War Diary of AA Laporte Payne
Brigade Diary, Personal Diary, Operation Orders, Note Books, Memoranda & Correspondence
Sunday February 14th 1915
“I am Divisional Orderly Officer tonight, and have to sleep in the General’s Office near the entrance to the barracks. I am the only officer left in the Battery, as the others are away on courses, one at Aldershot, and the other at Woolwich. Part of the Divisional Artillery have moved to huts at Ipswich, the Dexters with them. I do not envy them in this weather, which is awful. The Saturday’s half-holiday has been cancelled now, and the work has been stiffened up a lot.
Tuesday February 24 1915. (?)
“The scare here now is German air ships. I am on duty every forth night as Divisional Orderly Officer, and there has been a lot of night work lately. One day I went by road to Ipswich with six guns and full teams. Another day we had night trench digging. Other days our time is occupied in gun drill, ranging practices, and reconnaissance rides.
My routine for the last few hours has been: last night in the General’s office, when some business turned up which kept me occupied till after midnight. Next morning at 6.30 am stables, breakfast at 8, a.m. Parade 8.40 a.m. Brigade ride to various battery positions with Colonel Lushington from 9 to 12 noon. Demonstration Section Gun Drill noon to 1, p.m. Lunch at 1, p.m. Battery Parade at 1.40 p.m. Officer’s Standing Gun Drill from 2 to 3, p.m. Men’s rifle and marching drill 3 to 4.30 p.m. Stables 5 to 6 p.m. Battery accounts at 7 p.m. Dinner 7.30 p.m. After dinner I read Battery, Brigade, Divisional, Eastern Command and War Office Daily Orders.

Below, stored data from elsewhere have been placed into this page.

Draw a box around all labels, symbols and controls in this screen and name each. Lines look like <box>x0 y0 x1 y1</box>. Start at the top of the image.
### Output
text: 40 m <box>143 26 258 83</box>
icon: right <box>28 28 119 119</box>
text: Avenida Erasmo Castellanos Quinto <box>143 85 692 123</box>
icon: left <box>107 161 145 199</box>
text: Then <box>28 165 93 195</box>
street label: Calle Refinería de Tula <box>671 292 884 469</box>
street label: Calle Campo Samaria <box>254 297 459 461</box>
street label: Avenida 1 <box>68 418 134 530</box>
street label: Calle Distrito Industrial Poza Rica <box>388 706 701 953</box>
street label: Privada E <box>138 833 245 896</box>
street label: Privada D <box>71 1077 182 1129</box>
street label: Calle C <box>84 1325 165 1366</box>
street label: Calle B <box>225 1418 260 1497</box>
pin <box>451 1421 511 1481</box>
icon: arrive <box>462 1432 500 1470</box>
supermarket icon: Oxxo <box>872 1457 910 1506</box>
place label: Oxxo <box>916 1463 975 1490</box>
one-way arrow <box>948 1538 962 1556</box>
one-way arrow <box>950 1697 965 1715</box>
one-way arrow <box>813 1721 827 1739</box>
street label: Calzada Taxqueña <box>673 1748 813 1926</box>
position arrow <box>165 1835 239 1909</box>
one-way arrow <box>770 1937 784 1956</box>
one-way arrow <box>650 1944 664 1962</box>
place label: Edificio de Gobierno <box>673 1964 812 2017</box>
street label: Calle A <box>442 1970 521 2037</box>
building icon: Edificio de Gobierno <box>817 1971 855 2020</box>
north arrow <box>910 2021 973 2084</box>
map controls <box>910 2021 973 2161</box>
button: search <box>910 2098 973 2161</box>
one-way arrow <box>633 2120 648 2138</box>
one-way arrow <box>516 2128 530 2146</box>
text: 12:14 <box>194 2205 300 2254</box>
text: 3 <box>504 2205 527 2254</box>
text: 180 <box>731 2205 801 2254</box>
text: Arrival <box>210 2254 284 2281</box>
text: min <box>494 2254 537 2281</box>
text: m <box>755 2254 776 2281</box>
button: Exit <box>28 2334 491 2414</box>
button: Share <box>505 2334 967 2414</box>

On Sunday we had Church Parade. Then the Colonel found some dirty harness, and he ordered harness cleaning from 6 to 8 p.m.
Then at a late hour we had the excitement of the bomb bursting near by, which we may consider our baptism of fire.
It was quite a good shot for our barracks. The bomb fell just between the lower corner of the Artillery Barracks where our Battery has its quarters and the road in which I am billeted. A portion of the bomb was found in this road, and mine host declares that a portion of lead from his roof came down. I was not in my billet at the time, but was in another part of the town, so I did not hear much of the noise.
To night there is not a light to be seen anywhere. I hear a rumour that there are seven airships over Ipswich, but I have my doubts.
The other morning in the dim light of dawn I had to go down to the station to detrain a large number of kicking horses, which made me tear my hair until I managed to see the funny side of it, but my sense of humour took a long time to operate. Now we have a lot of vicious mules for the Ammunition Column, and some of the Battery wagons.
I expect leave will be hard to get now in case of emergency parades.
The 10th Fusiliers move tomorrow to Andover.